Так, после неудачной попытки повидать Святые места Феодосий «на прьвый подвигь възвратися и хожаше въ церкъвь Божию по вся дьни» (29а). А узнав, что часто не бывает литургии из–за того, что не хватает просфор, он «умысли же самъ своимь съмерениемь отълучитися на то дело» (29б). Феодосий взял на себя самые прозаические обязанности — пек просфоры, продавал их, прибыль от продажи раздавал нищим, на оставшиеся деньги покупал зерно, сам молол его и снова пек просфоры. Труд был нелегкий, постоянный, безвозмездный. Более того, за этот труд, продолжавшийся двенадцать лет, Феодосий подвергался насмешкам и поношениям («Вьси же съврьстьнии отроци его ругающеся ему, укаряхути и о таковемь деле, и тоже врагу научающю я» [29б]). Но он все это принимал «съ радостию […], с молчаниемь и съ съмерениемь» (29б) и, вероятно, догадывался, что «Се же тако Богу изволивъшю, да проскуры чисты приносяться въ церкъвь Божию отъ непорочьнаго и несквернааго отрока» (29б) и что в этом деле он противостоит «врагу». Но он твердо знал и другое: в этом неустанном труде для всех он преодолевал свои прежние соблазны эгоистических порывов, вступал на путь подвижничества в труде и еще более глубокого смирения. Это и были уроки, усвоенные Феодосием из предыдущих неудач, и результаты преодоления этих неудач.
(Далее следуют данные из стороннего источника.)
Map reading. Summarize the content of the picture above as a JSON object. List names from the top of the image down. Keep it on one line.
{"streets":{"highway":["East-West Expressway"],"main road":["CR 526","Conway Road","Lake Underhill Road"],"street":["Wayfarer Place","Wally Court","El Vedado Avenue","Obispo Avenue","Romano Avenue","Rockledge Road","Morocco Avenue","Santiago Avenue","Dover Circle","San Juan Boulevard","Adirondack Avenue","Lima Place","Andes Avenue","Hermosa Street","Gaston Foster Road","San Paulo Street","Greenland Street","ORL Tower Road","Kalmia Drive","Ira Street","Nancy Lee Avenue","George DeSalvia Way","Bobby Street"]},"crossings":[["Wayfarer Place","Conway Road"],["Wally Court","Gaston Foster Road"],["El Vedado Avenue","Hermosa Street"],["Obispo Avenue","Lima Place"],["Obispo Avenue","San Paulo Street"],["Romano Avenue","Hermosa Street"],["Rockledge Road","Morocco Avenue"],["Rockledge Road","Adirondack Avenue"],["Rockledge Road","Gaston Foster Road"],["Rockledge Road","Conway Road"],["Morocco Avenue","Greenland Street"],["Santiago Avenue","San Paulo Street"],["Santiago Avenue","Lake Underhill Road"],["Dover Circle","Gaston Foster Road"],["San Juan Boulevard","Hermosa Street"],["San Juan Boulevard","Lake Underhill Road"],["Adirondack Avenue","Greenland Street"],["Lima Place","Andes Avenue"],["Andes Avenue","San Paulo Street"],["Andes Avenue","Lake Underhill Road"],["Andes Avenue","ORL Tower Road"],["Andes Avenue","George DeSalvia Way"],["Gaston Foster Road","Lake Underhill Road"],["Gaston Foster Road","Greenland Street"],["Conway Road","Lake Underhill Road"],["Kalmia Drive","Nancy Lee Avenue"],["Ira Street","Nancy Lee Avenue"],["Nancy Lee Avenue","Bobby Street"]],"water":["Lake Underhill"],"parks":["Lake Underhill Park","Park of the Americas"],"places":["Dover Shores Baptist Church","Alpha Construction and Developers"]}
Духовный рост Феодосия свидетельствуется не только этим смиренным занятием, но и характером той, по сути своей, богословской аргументации этого занятия в уже упоминавшейся беседе с матерью. Хотя «ненавидя же исперва добра золодей врагъ, видя себе побежаема съмерениемь богословесьнааго отрока» (29б), не дремал и, стараясь отвратить Феодосия от его дела, восстанавливал против него его мать. Но та беседа, которая, по замыслу «врага», должна была бы начать собой новый цикл в конфликте между Феодосием и его матерью, была душевной и мирной. Несмотря на то, что мать начала беседу с уговоров и упреков, с проявления нетерпеливости, нетерпения и нетерпимости —

И се начать матерь его поущати, да ему възбранить отъ таковааго дела. Мати убо, не терпящи сына своего въ такой укоризне суща, и начать глаголати съ любовию к нему: «Молю ти ся, чадо, останися таковааго дела, хулу бо наносиши на родъ свой, и не трьплю бо слышати отъ вьсехъ укаряему ти сущю о таковемь деле. И несть бо ти лепо, отроку сущю, таковааго дела делати». (29в) [565]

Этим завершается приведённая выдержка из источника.